Futbol, ekseriyetle ekonomisi zayıf, eğitim ve kültür düzeyi düşük, bulunduğu ortamda bir kimliği ve statüsü olmayan, kendini ifade edebilme sorunu yaşayan yığınların yegâne eğlencesi ve aynı zamanda kurduğu hayallere kavuşamamış bu ezgin, bezgin ve umutsuz yığınların isyanını kusma aracıdır...

Futbolu bir görsel şölen olarak kabul edip, onu bir hafta sonu arkadaşlarla buluşup beraber eğlenip muhabbet etme vasıtası olarak gören, keyif için izleyen bilinçli insan sayısı çok azdır…

O yüzden tadını çıkarmak yerine cılkını çıkarırlar hep…

Ülkemiz dâhil, dünyanın her yerinde böyledir…
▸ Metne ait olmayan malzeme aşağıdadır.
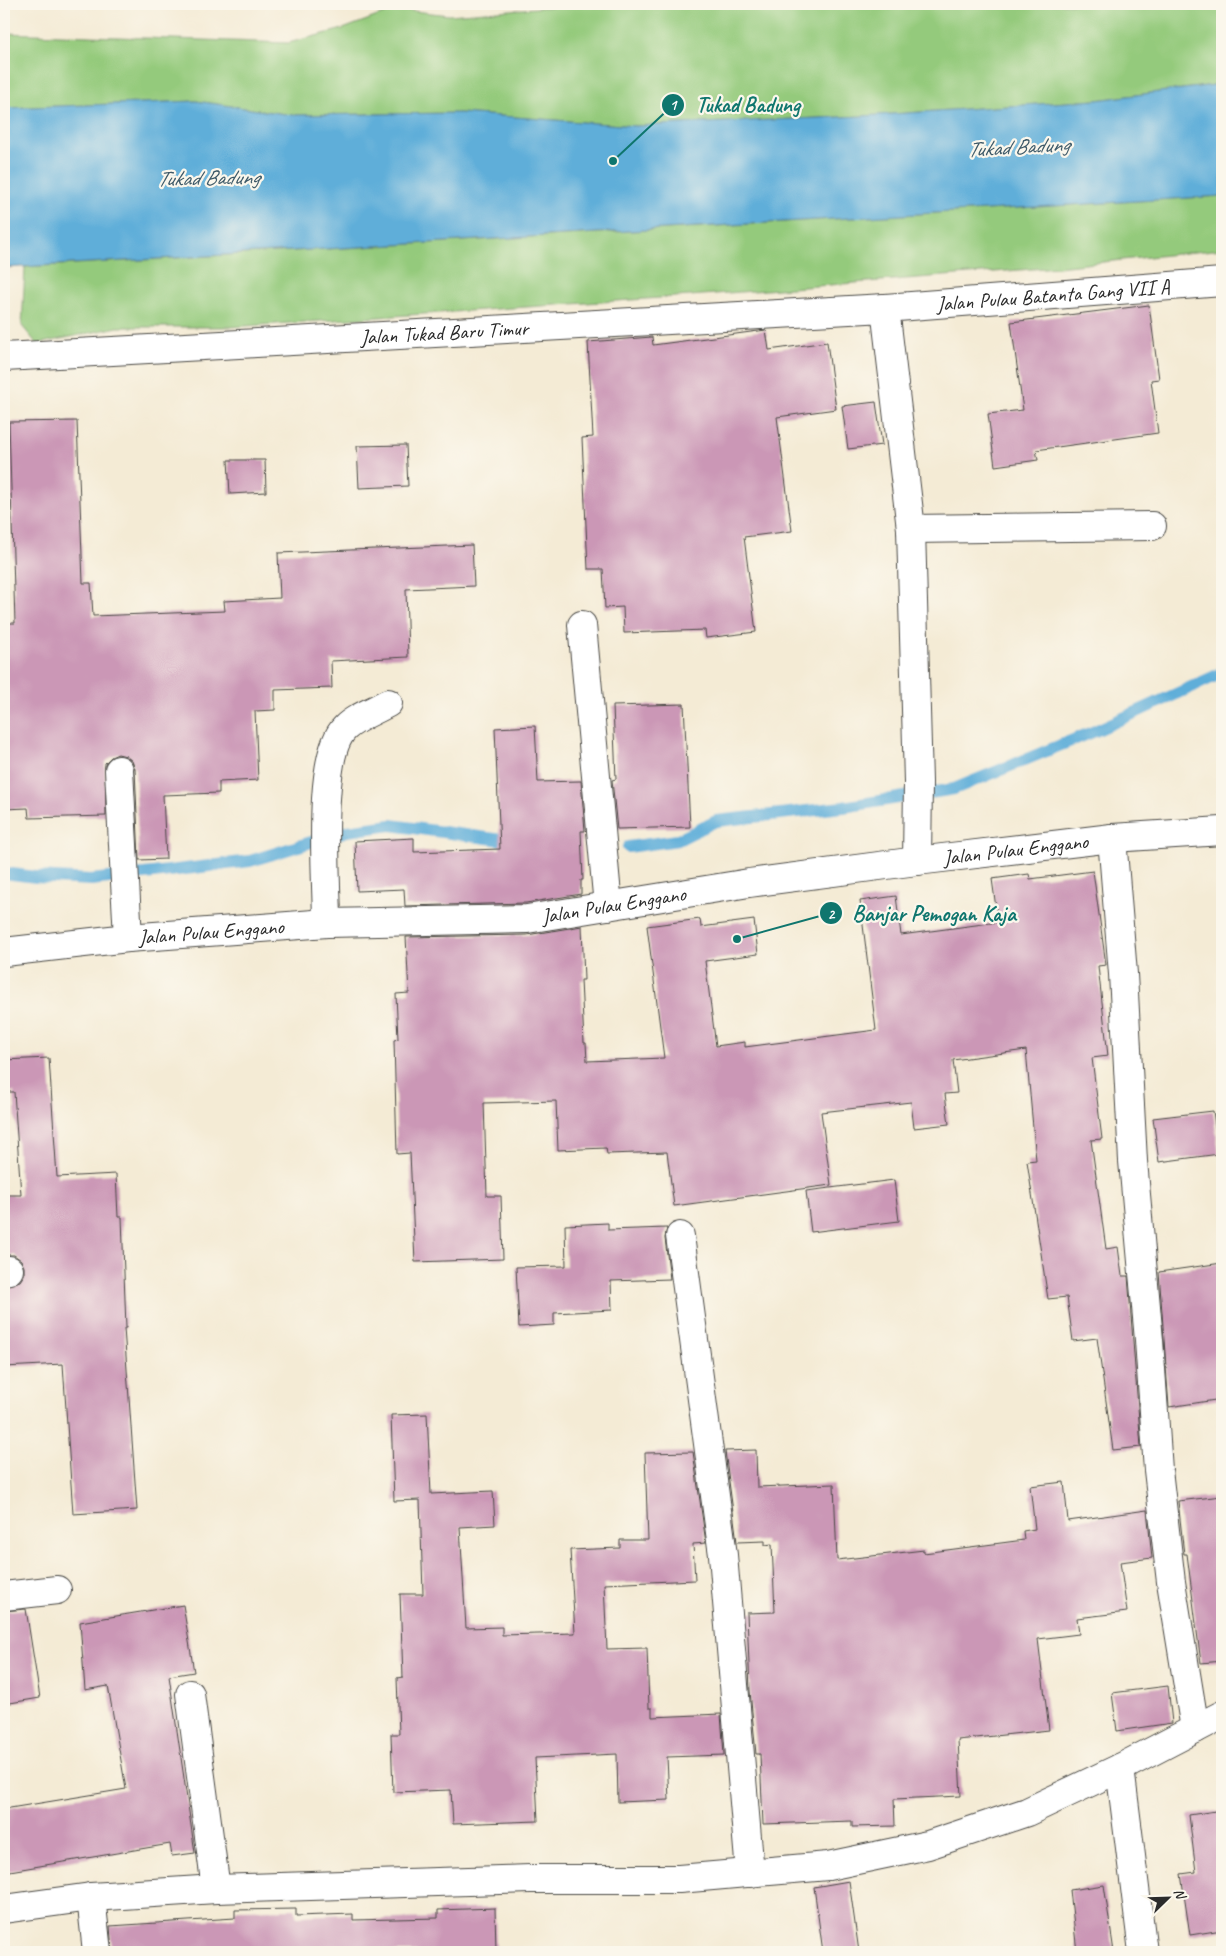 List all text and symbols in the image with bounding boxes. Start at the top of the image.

Haliyle bugün çok iyi oynayan ve takımını sırtlayan futbolcuyu baş tacı eden seyirciler, bir sonraki maçta düşük performans sergileyen ve takımın başarısızlığının başat sebebi olarak gördüğü aynı futbolcuyu yerine dibine sokarlar...

Etrafı yakıp-yıkarlar…

O da yetmez, takımı sırtladığı maçta apış arasını bile yalamayı dillendiren bu cahiller sürüsü, şimdi o futbolcuya ölüm tehditleri savurup anası bacısı liste başı olmak üzere sülalesindeki en yaşlı kadından henüz doğmamış yavrusuna, hatta kümesteki tavuğuna kadar en iğrenç sözleri kullanırlar.  Bu iğrenç sözlerine katık yaptıkları hanımların bazılarının mahallede komşuları ve hatta ölü olması bile bu iğrençliği durdurmaz. 

Geçmiş güzel günlerin de hiç hatırı yoktur; bu cahilliğin, ahlaksızlığın, vandallığın dışa vurduğu cinnet zamanlarında…
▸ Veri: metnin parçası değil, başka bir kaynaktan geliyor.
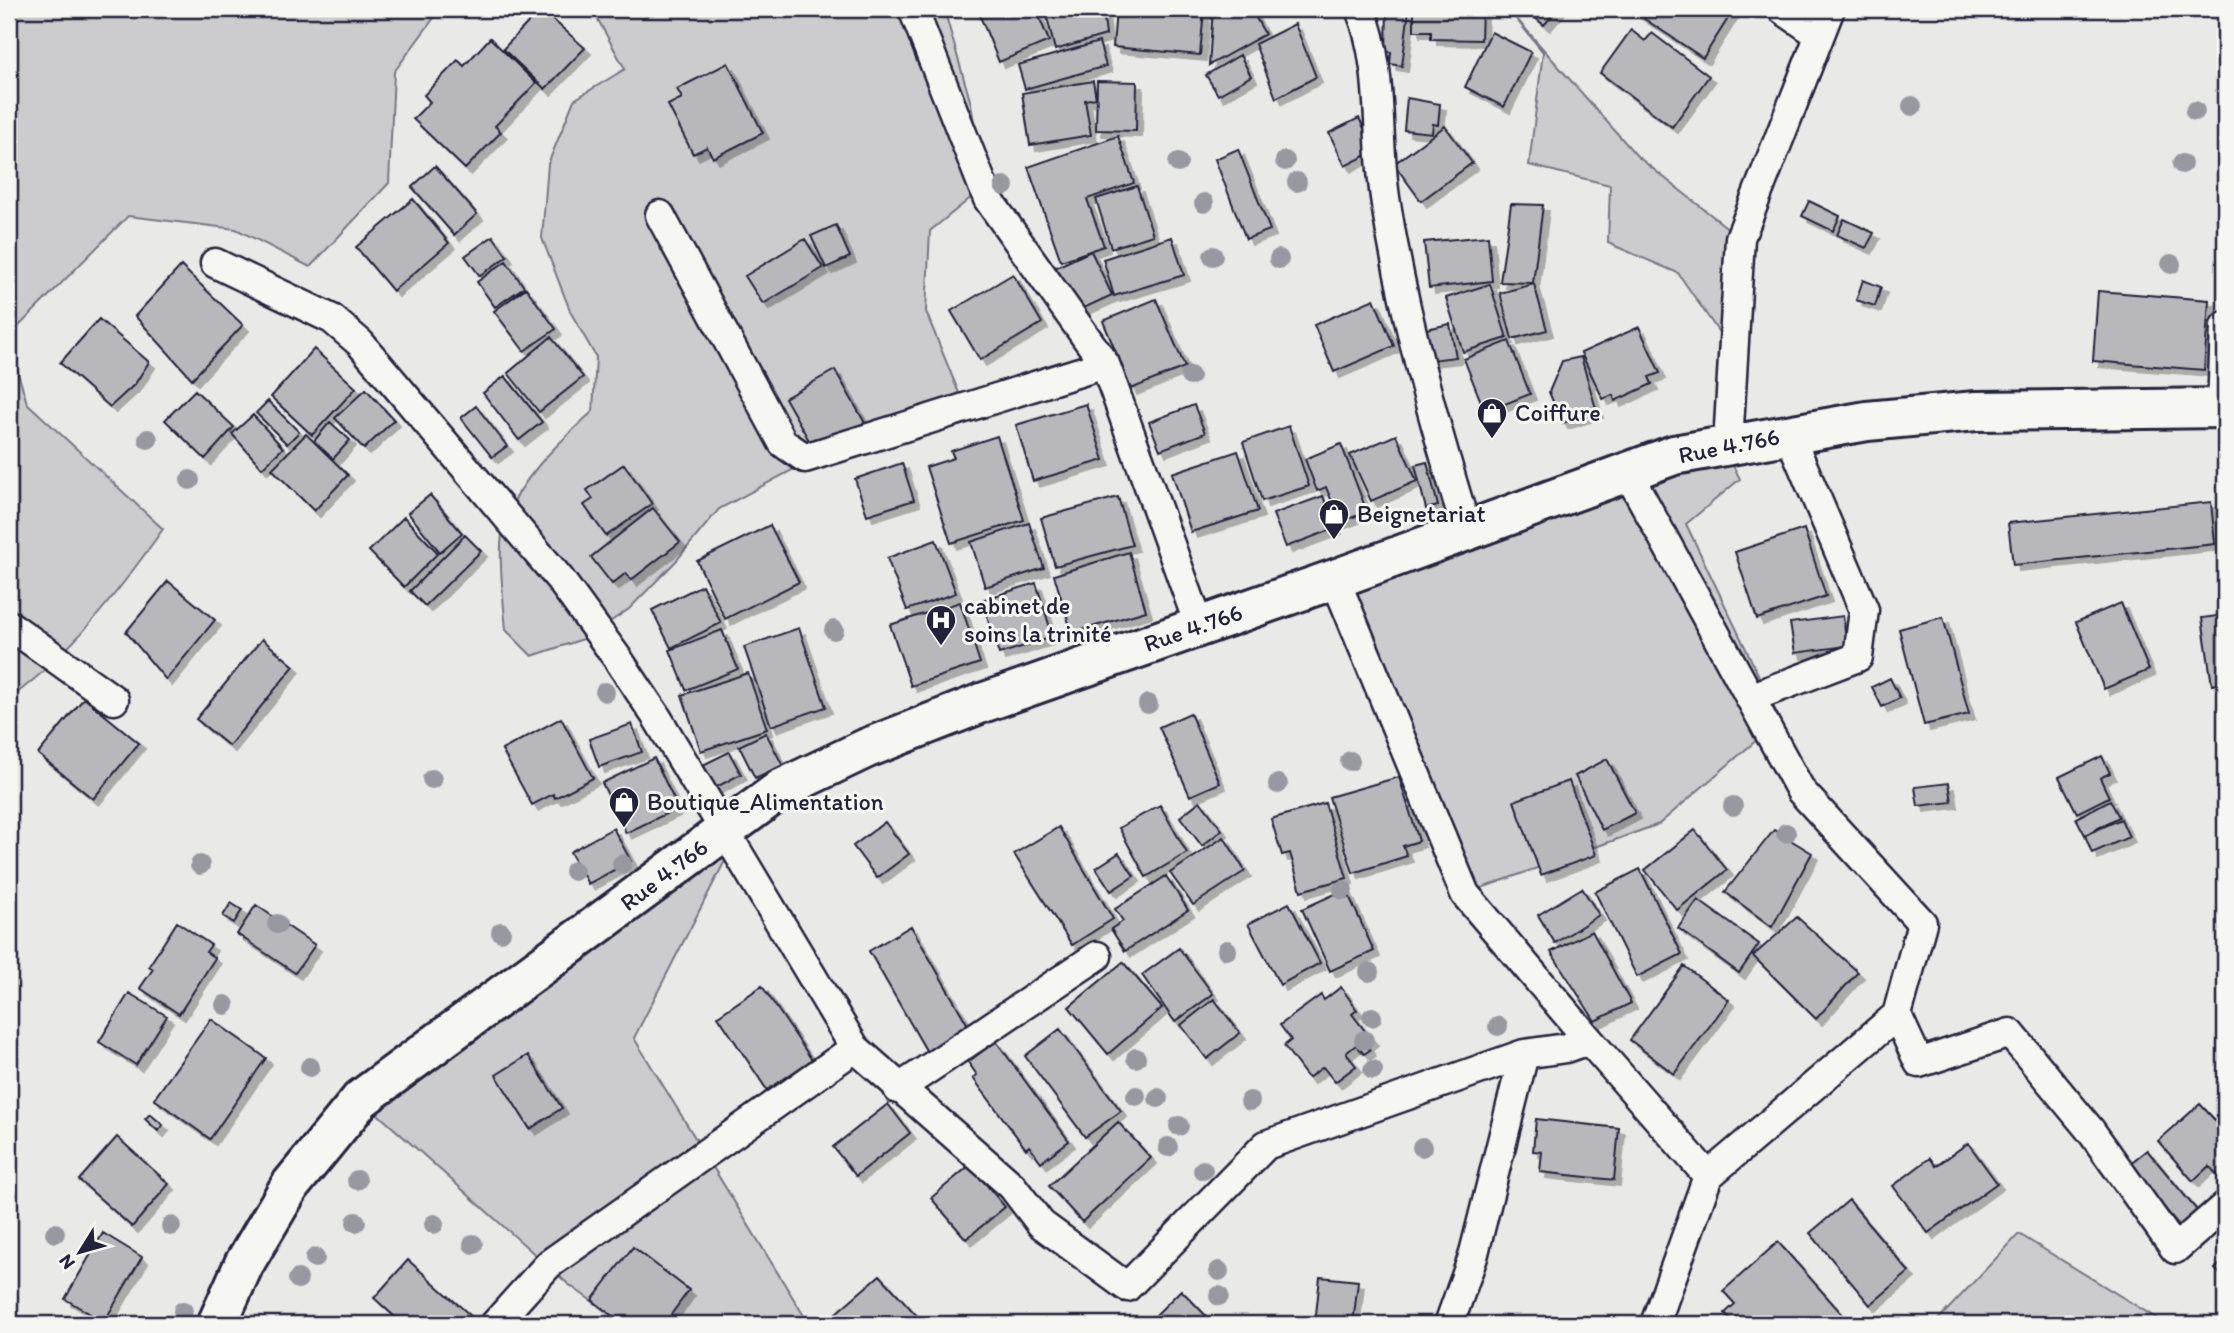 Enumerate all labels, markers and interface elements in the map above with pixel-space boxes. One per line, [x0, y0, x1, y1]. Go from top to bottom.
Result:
shop icon: Coiffure [1475, 396, 1509, 440]
place label: Coiffure [1515, 398, 1601, 427]
street label: Rue 4.766 [1676, 422, 1782, 469]
shop icon: Beignetariat [1317, 497, 1351, 541]
place label: Beignetariat [1357, 499, 1485, 528]
place label: cabinet de soins la trinité [964, 591, 1112, 648]
street label: Rue 4.766 [1140, 597, 1246, 658]
hospital icon: cabinet de soins la trinité [924, 603, 958, 647]
shop icon: Boutique_Alimentation [607, 785, 641, 829]
place label: Boutique_Alimentation [647, 787, 884, 816]
street label: Rue 4.766 [614, 832, 713, 917]
north arrow [46, 1218, 116, 1288]
text: N [54, 1250, 80, 1274]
Yukarıda anlattıklarım genel bir tespit olup Alman futbolseverler için de geçerlidir…

Mesut Özil ekseninde yaşananlar da aşağı yukarı böyle bir şeydir aslında…

Horoz dövüşünde de kaybedeni kesip yemiyorlar mı zaten?

***

Tabi bizim de her şeyin cılkını çıkarıp ajite etmekte üzerimize yok. Şark kurnazlığının zirvesindeyiz her dem…
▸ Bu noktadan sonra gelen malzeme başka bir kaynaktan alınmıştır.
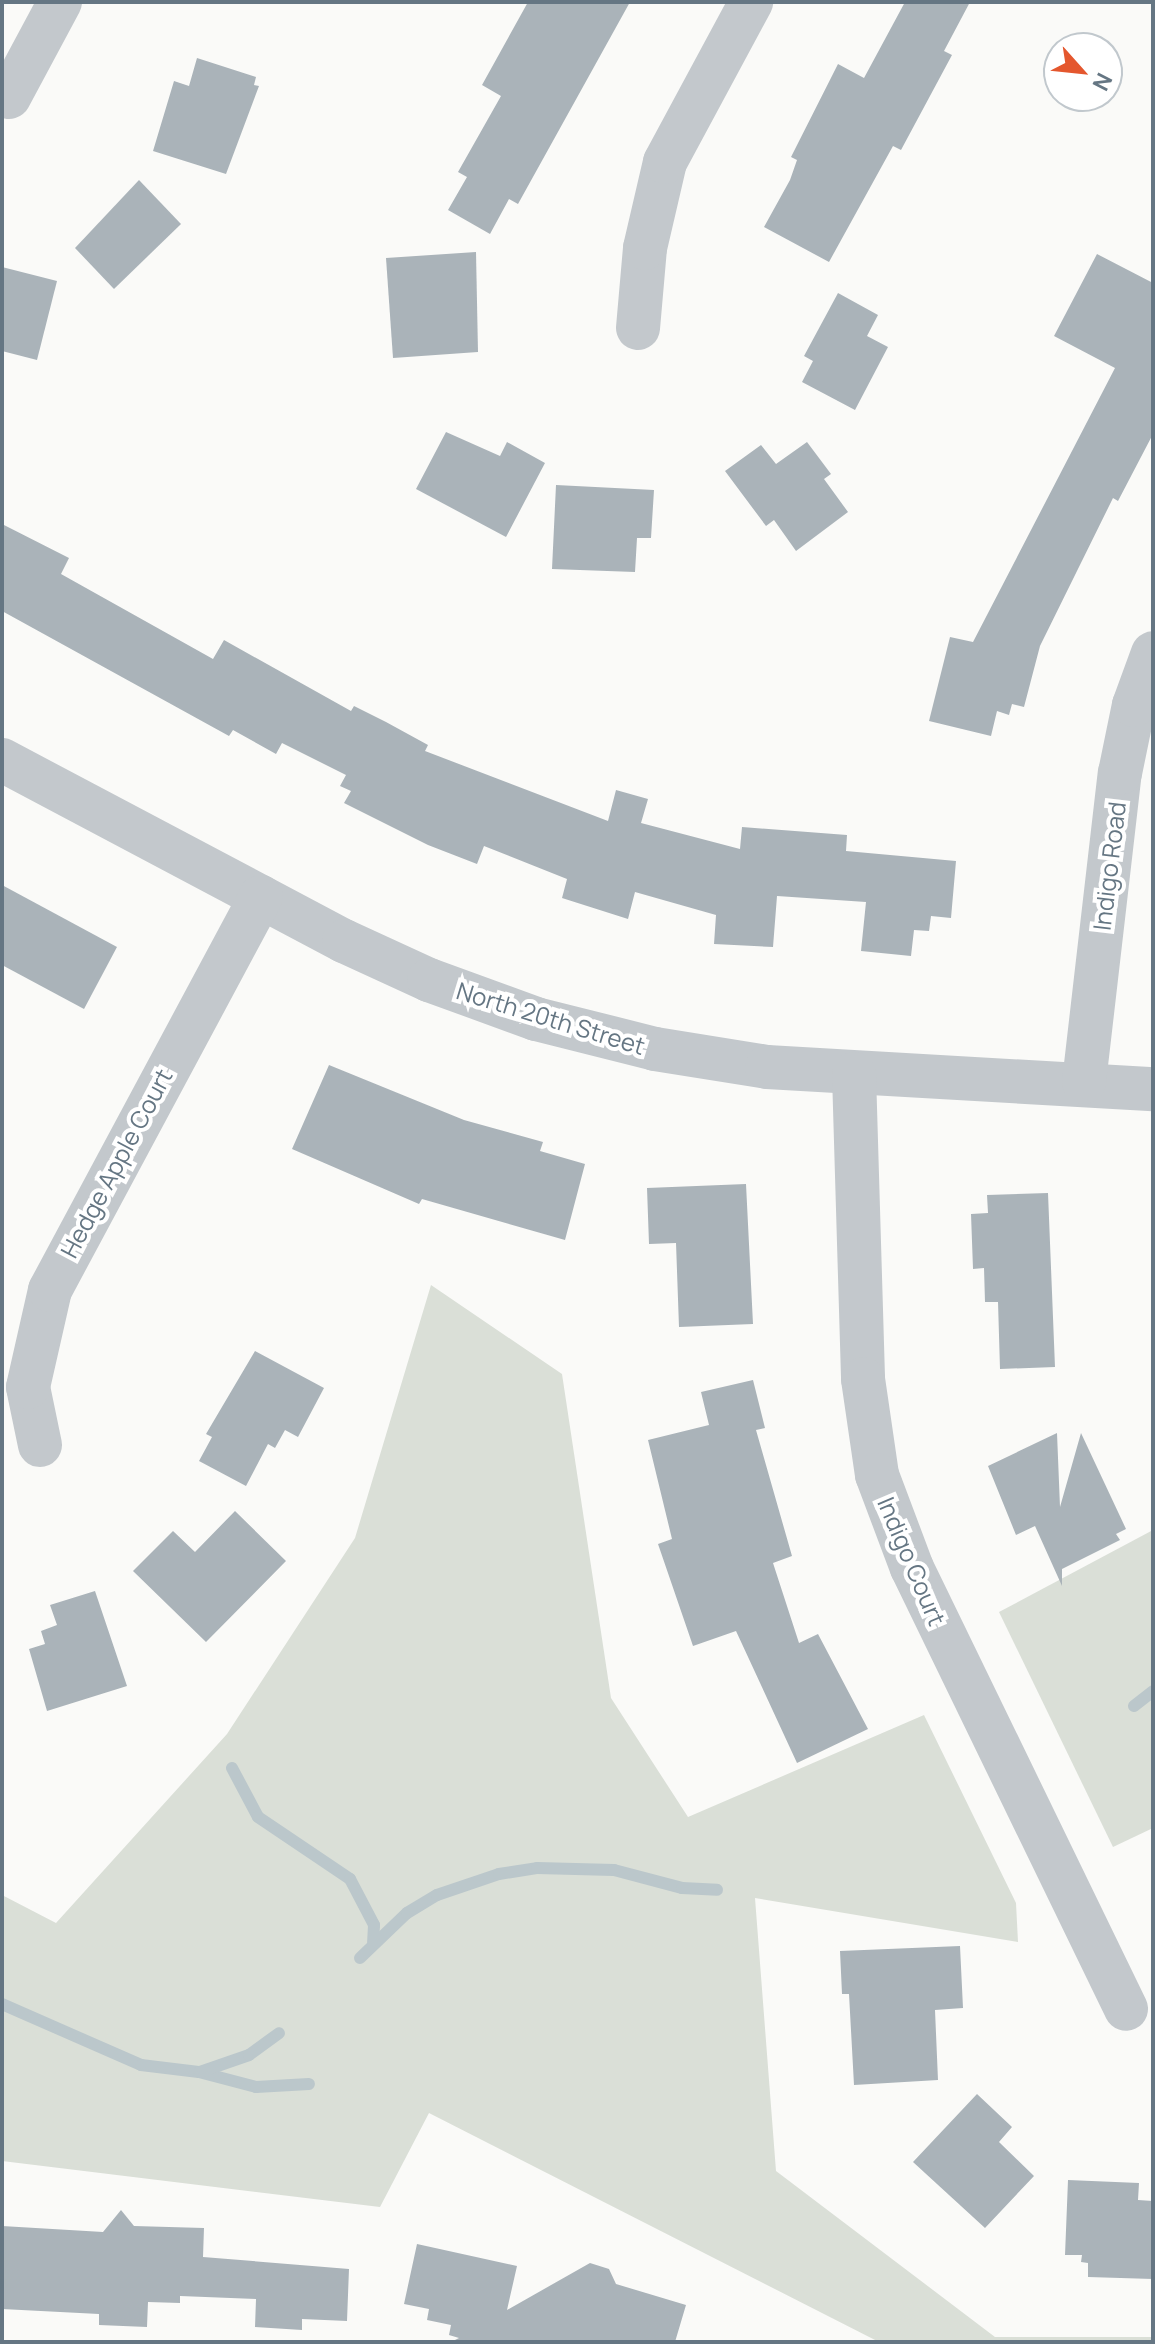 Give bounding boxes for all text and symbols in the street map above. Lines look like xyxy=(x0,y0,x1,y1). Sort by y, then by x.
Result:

Kendini Alman hissettiği için öz iradesiyle, "Türk" kimliğini iade edip Almanya vatandaşlığını seçmiş ve artık kariyerinin son düzlüğüne girmek üzere olan bir futbolcu için bir bardak suda fırtına koparmayı da başardık…

Yani Mesut Özil'in yaşadığı talihsiz durumdan da bir pay çıkarıp Almanya'nın ayak takımı ile ülkemiz arasında milli mesele haline getirdik…

Mesut'a ırkçılık yapılıyor, hakaret ve küfür ediliyormuş, kazanınca Alman kaybedince göçmen muamelesi yapılıp Türk asıllı oluşu sorgulanıyormuş…

Of ki of…

Bir mağduriyet edebiyatı ki sormayın…

Tamam, fanatik ve ırkçı Alman medyası da ateşe odun taşıyor ama bizim de en mağrur dönemimizde bile mağdur edebiyatı yapıp yalandan kahraman yaratmakta üstümüze yok…

Siyasetimiz sporumuz, sporumuz siyasetimiz gibi vıcık vıcık…

Memleketin başka sorunu kalmamış gibi basın, medya çarşaf çarşaf yazıp çiziyor, bütün kanallar ondan bahsediyor. Vekiller, bakanlar "Ey Almanya!" soslu beyanatlar veriyor.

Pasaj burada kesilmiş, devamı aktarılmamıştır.